Tested March 2026 on Ubuntu 24.04 LTS with GitLab CE 18.10.1, GitLab Runner 18.10.0, Python 3.12.3, Flask 3.1.1

What You Need

  • A server running Ubuntu 24.04 LTS with at least 8 GB RAM and 4 vCPUs. GitLab is resource-heavy: anything below 8 GB will result in slow reconfigures and 502 errors during startup.
  • A domain or subdomain pointing to the server (we use gitlab.computingforgeeks.com). SSL certificates via Let’s Encrypt.
  • Root or sudo access.
  • Ports 80 (HTTP redirect), 443 (HTTPS), and 22 (SSH for git) open in the firewall.

Install GitLab CE 18.10 on Ubuntu 24.04

Install the prerequisite packages first:

sudo apt-get update
sudo apt-get install -y curl openssh-server ca-certificates tzdata perl postfix

When the postfix configuration prompt appears, select Internet Site and use your server’s FQDN. Postfix handles notification emails from GitLab.

Add the official GitLab CE repository:

curl -s https://packages.gitlab.com/install/repositories/gitlab/gitlab-ce/script.deb.sh | sudo bash

Install GitLab CE with your external URL. Replace the domain with your own:

sudo EXTERNAL_URL="https://gitlab.yourdomain.com" apt-get install -y gitlab-ce

The installation takes 3 to 5 minutes depending on your server specs. GitLab bundles its own Nginx, PostgreSQL, Redis, and Puma, so you do not need to install them separately. When it finishes, you will see:

Default admin account has been configured with following details:
Username: root
Password stored to /etc/gitlab/initial_root_password. This file will be cleaned up in first reconfigure run after 24 hours.

Retrieve the initial root password before it gets auto-deleted:

sudo cat /etc/gitlab/initial_root_password | grep Password:

Save this password somewhere safe. You will use it for the first login.

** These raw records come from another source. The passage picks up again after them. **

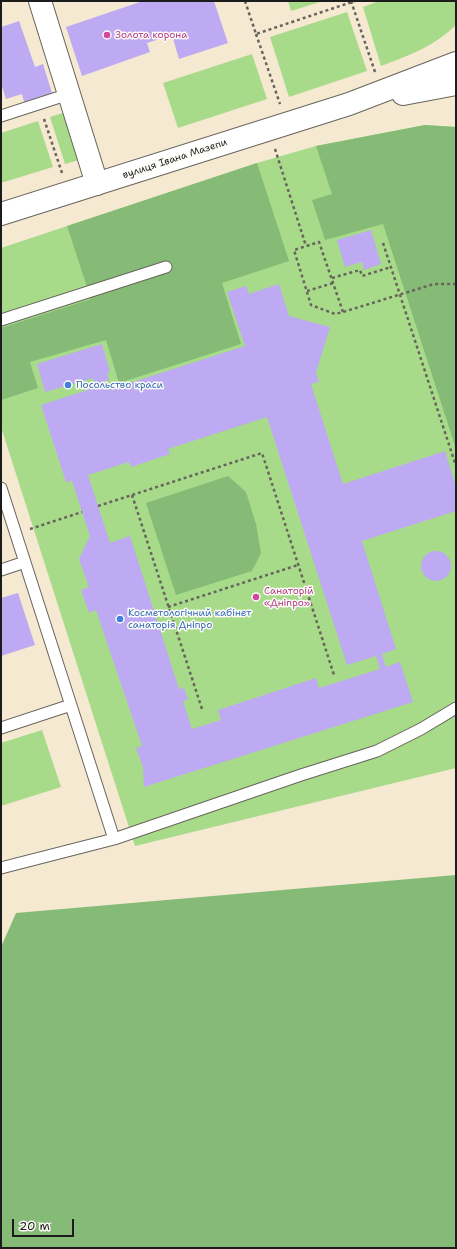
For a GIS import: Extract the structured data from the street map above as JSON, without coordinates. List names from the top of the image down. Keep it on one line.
{"streets":{"street":["вулиця Івана Мазепи"]},"places":["Золота корона","Посольство краси","Санаторій «Дніпро»","Косметологічний кабінет санаторія Дніпро"],"scale_bar":"20 m"}
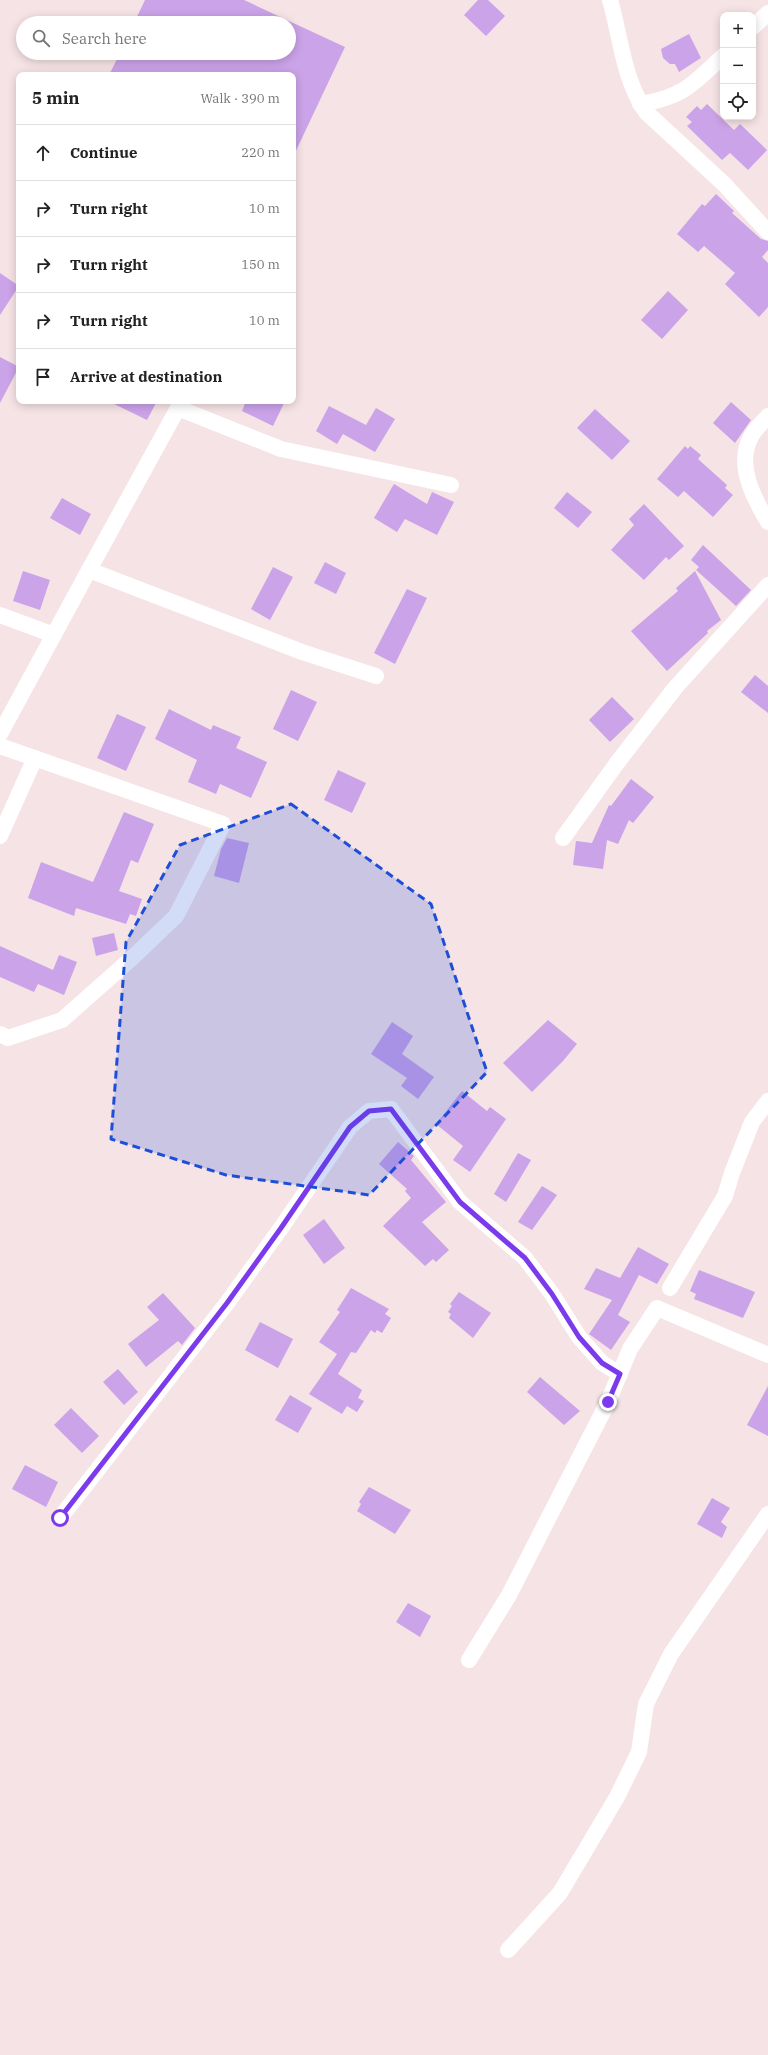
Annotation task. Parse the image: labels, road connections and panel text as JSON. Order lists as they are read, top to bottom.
{
  "page": {
    "map_buttons": ["+", "−"],
    "search": "Search here",
    "heading": ["5 min", "Walk · 390 m"],
    "list": [
      ["Continue", "220 m"],
      ["Turn right", "10 m"],
      ["Turn right", "150 m"],
      ["Turn right", "10 m"],
      "Arrive at destination"
    ]
  }
}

Configure SSL with Let’s Encrypt

If GitLab’s built-in Let’s Encrypt integration fails (common with fresh DNS records and DNSSEC propagation delays), you can use certbot directly. Stop GitLab’s Nginx temporarily and run the standalone challenge:

sudo apt-get install -y certbot
sudo gitlab-ctl stop nginx
sudo certbot certonly --standalone -d gitlab.yourdomain.com --non-interactive --agree-tos -m [email protected]

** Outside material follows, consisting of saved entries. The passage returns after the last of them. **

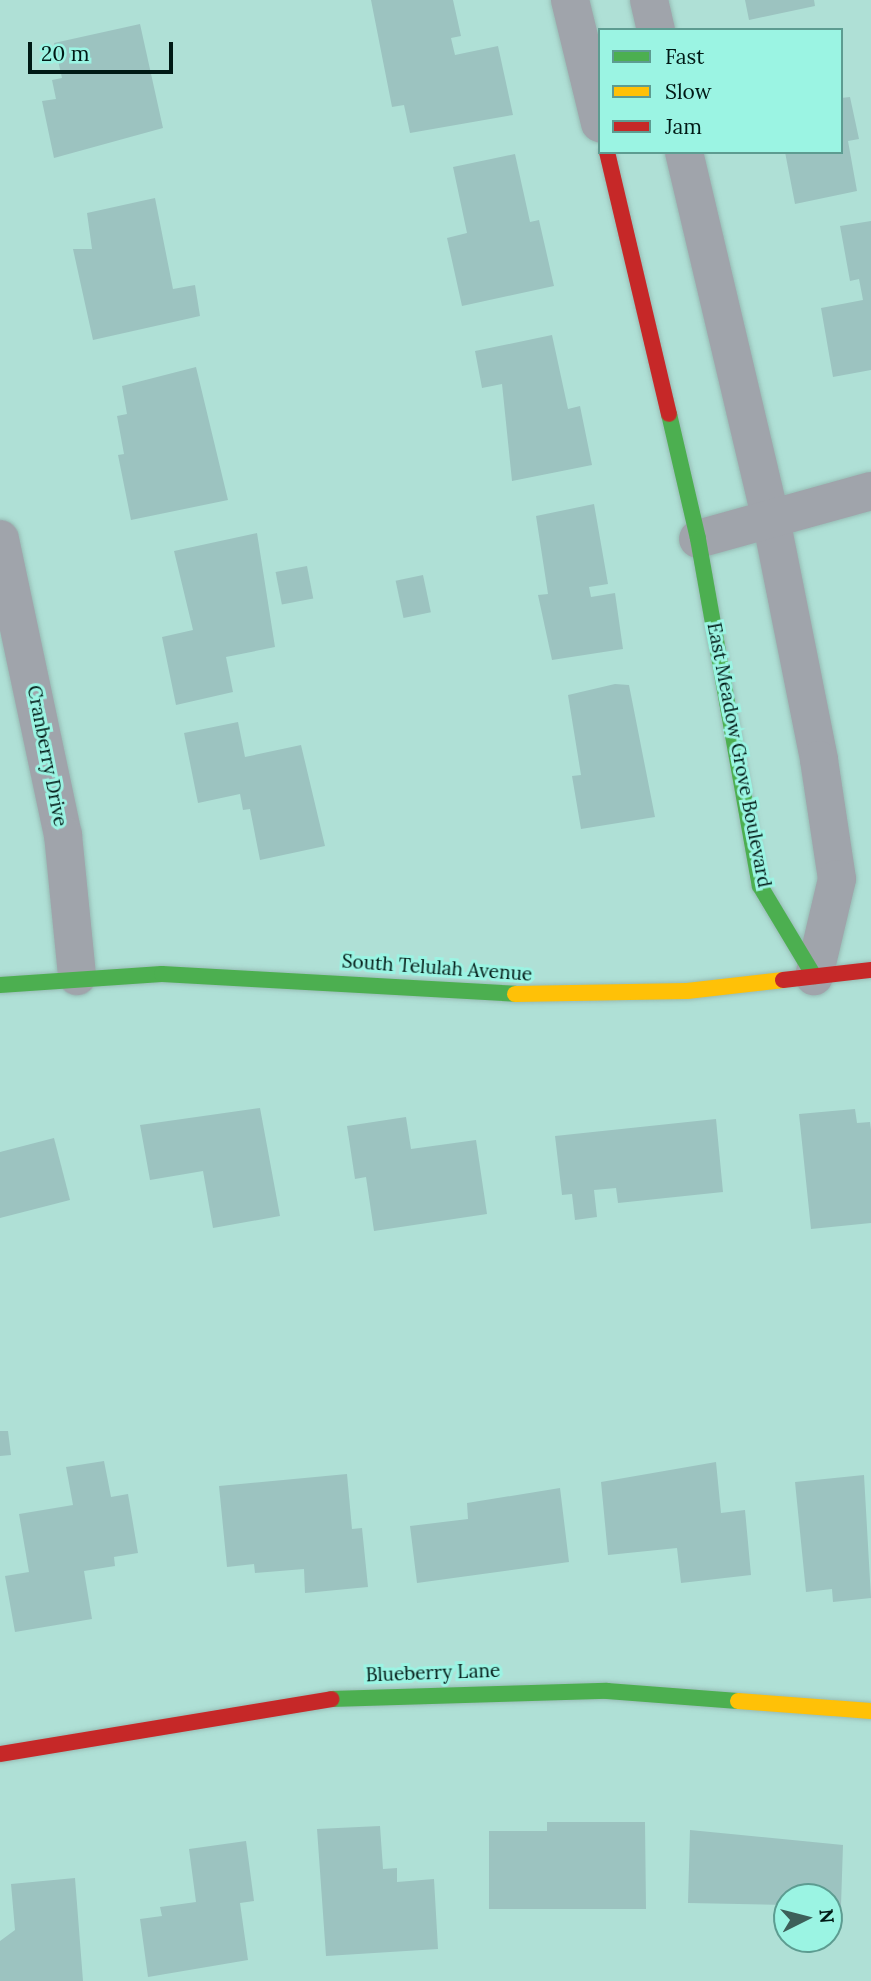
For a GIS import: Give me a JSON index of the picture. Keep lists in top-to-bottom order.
{
  "streets": {
    "street": [
      "East Meadow Grove Boulevard",
      "Cranberry Drive",
      "South Telulah Avenue",
      "Blueberry Lane"
    ]
  },
  "crossings": [
    ["East Meadow Grove Boulevard", "South Telulah Avenue"],
    ["Cranberry Drive", "South Telulah Avenue"]
  ],
  "legend": ["Fast", "Slow", "Jam"],
  "scale_bar": "20 m",
  "north": "right"
}
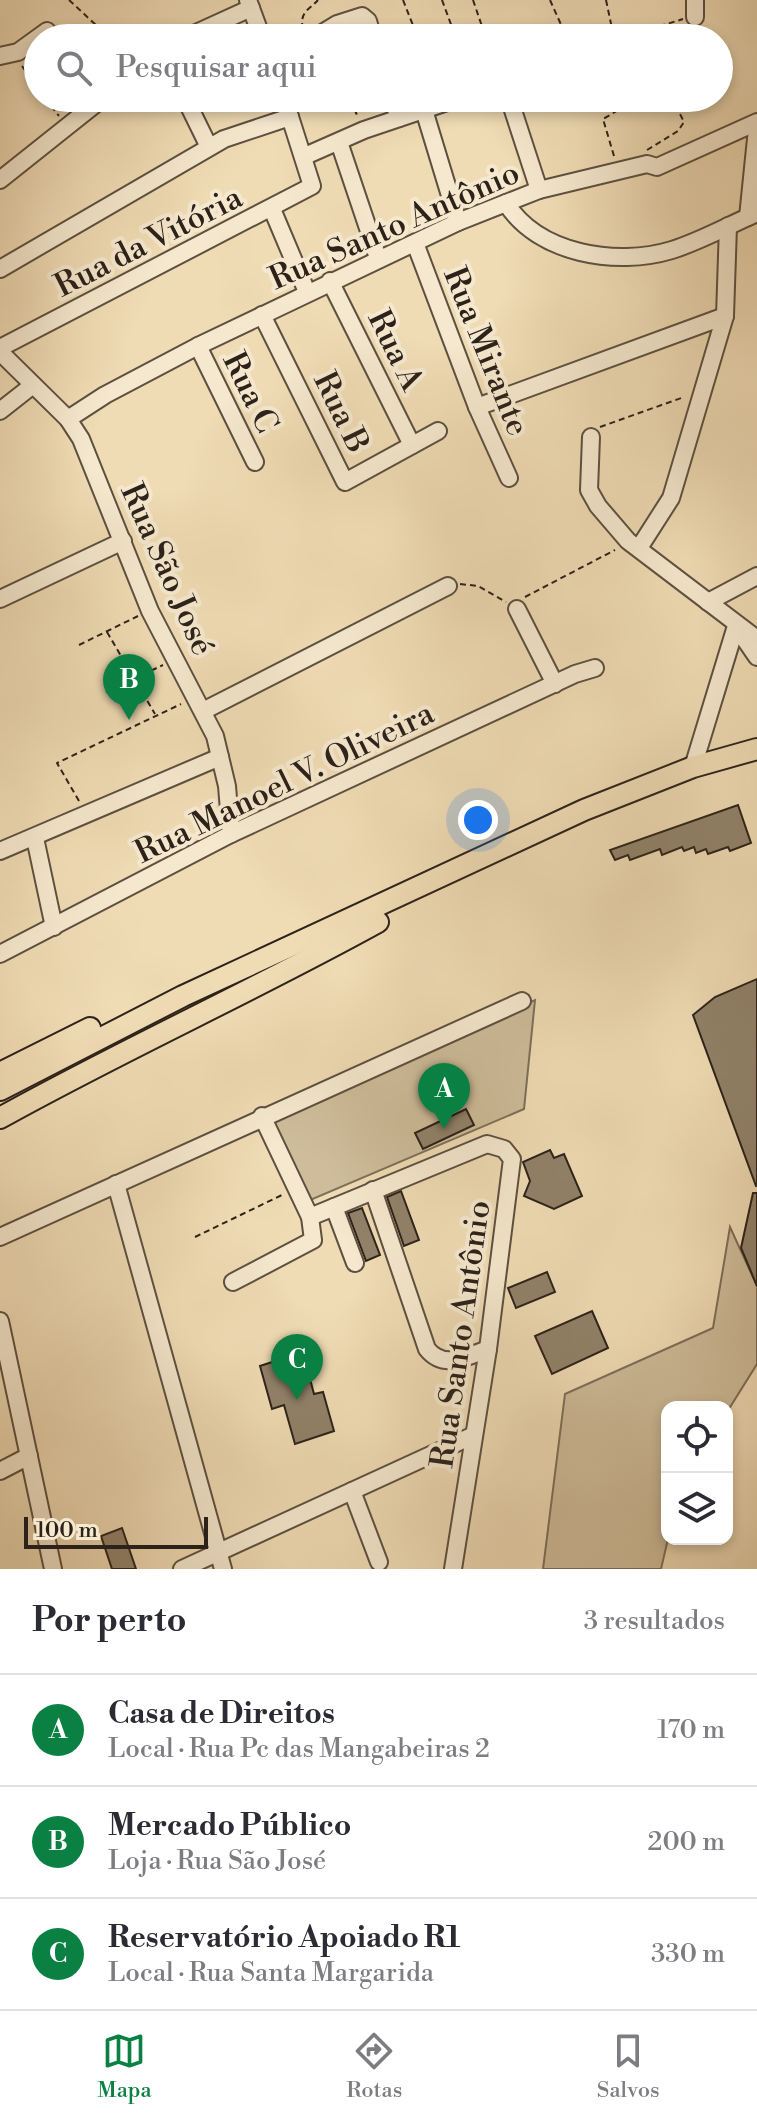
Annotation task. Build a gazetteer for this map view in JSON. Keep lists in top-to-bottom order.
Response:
{
  "streets": {
    "street": [
      "Rua Santo Antônio",
      "Rua da Vitória",
      "Rua A",
      "Rua Mirante",
      "Rua C",
      "Rua B",
      "Rua São José",
      "Rua Manoel V. Oliveira"
    ]
  },
  "crossings": [
    ["Rua Santo Antônio", "Rua A"],
    ["Rua Santo Antônio", "Rua Mirante"],
    ["Rua Santo Antônio", "Rua C"],
    ["Rua Santo Antônio", "Rua B"],
    ["Rua Santo Antônio", "Rua São José"],
    ["Rua da Vitória", "Rua São José"],
    ["Rua A", "Rua B"],
    ["Rua São José", "Rua Manoel V. Oliveira"]
  ],
  "scale_bar": "100 m",
  "page": {
    "search": "Pesquisar aqui",
    "pins": ["B", "A", "C"],
    "scale": "100 m",
    "heading": ["Por perto", "3 resultados"],
    "list": [
      {
        "mark": "A",
        "name": "Casa de Direitos",
        "note": "Local · Rua Pc das Mangabeiras 2",
        "value": "170 m"
      },
      {
        "mark": "B",
        "name": "Mercado Público",
        "note": "Loja · Rua São José",
        "value": "200 m"
      },
      {
        "mark": "C",
        "name": "Reservatório Apoiado R1",
        "note": "Local · Rua Santa Margarida",
        "value": "330 m"
      }
    ],
    "nav": ["Mapa", "Rotas", "Salvos"]
  }
}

Point GitLab’s Nginx to the Let’s Encrypt certificates by adding these lines to /etc/gitlab/gitlab.rb:

sudo vi /etc/gitlab/gitlab.rb

Add the following at the end of the file:

letsencrypt['enable'] = false
nginx['ssl_certificate'] = "/etc/letsencrypt/live/gitlab.yourdomain.com/fullchain.pem"
nginx['ssl_certificate_key'] = "/etc/letsencrypt/live/gitlab.yourdomain.com/privkey.pem"

Apply the configuration:

sudo gitlab-ctl reconfigure

Verify all services are running:

sudo gitlab-ctl status

Every service should show run status. The key ones are puma (web), sidekiq (background jobs), gitaly (git operations), postgresql, and redis:

run: gitaly: (pid 19606) 323s; run: log: (pid 18562) 507s
run: gitlab-workhorse: (pid 37089) 120s; run: log: (pid 19237) 386s
run: nginx: (pid 42280) 1s
run: postgresql: (pid 18620) 504s; run: log: (pid 18637) 501s
run: puma: (pid 38802) 23s; run: log: (pid 19140) 398s
run: redis: (pid 18473) 516s; run: log: (pid 18488) 515s
run: sidekiq: (pid 38690) 47s; run: log: (pid 19184) 391s

Open your browser and navigate to your GitLab URL. Log in with username root and the initial password you retrieved earlier.

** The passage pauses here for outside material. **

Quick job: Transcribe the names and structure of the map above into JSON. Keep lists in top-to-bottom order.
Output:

GitLab CE 18.10 login page with HTTPS on Ubuntu 24.04

Install and Register GitLab Runner

The runner is what actually executes your CI/CD jobs. GitLab itself just orchestrates. Without a registered runner, pipelines sit in “pending” forever.

Add the GitLab Runner repository and install it:

curl -s https://packages.gitlab.com/install/repositories/runner/gitlab-runner/script.deb.sh | sudo bash
sudo apt-get install -y gitlab-runner

Confirm the installation:

gitlab-runner --version

You should see the version and build information:

Version:      18.10.0
Git revision: ac71f4d8
Git branch:   18-10-stable
GO version:   go1.25.7
Built:        2026-03-16T14:23:19Z
OS/Arch:      linux/amd64

Create a Runner Token

GitLab 18.x uses the new runner registration flow. Create a runner token via the API (you need a personal access token with api scope, which you can create in User Settings > Access Tokens):

curl -sk --header "PRIVATE-TOKEN: YOUR_ACCESS_TOKEN" \
  --request POST "https://gitlab.yourdomain.com/api/v4/user/runners" \
  --data "runner_type=instance_type&description=shell-runner&tag_list=shell,ubuntu&run_untagged=true"

The response includes a token field. Use it to register the runner with the shell executor:

sudo gitlab-runner register \
  --non-interactive \
  --url "https://gitlab.yourdomain.com/" \
  --token "glrt-YOUR_RUNNER_TOKEN" \
  --executor "shell" \
  --description "shell-runner"

The output confirms successful registration:

Verifying runner... is valid                        runner=Vof6vwBgD
Runner registered successfully. Feel free to start it, but if it's running already the config should be automatically reloaded!
Configuration (with the authentication token) was saved in "/etc/gitlab-runner/config.toml"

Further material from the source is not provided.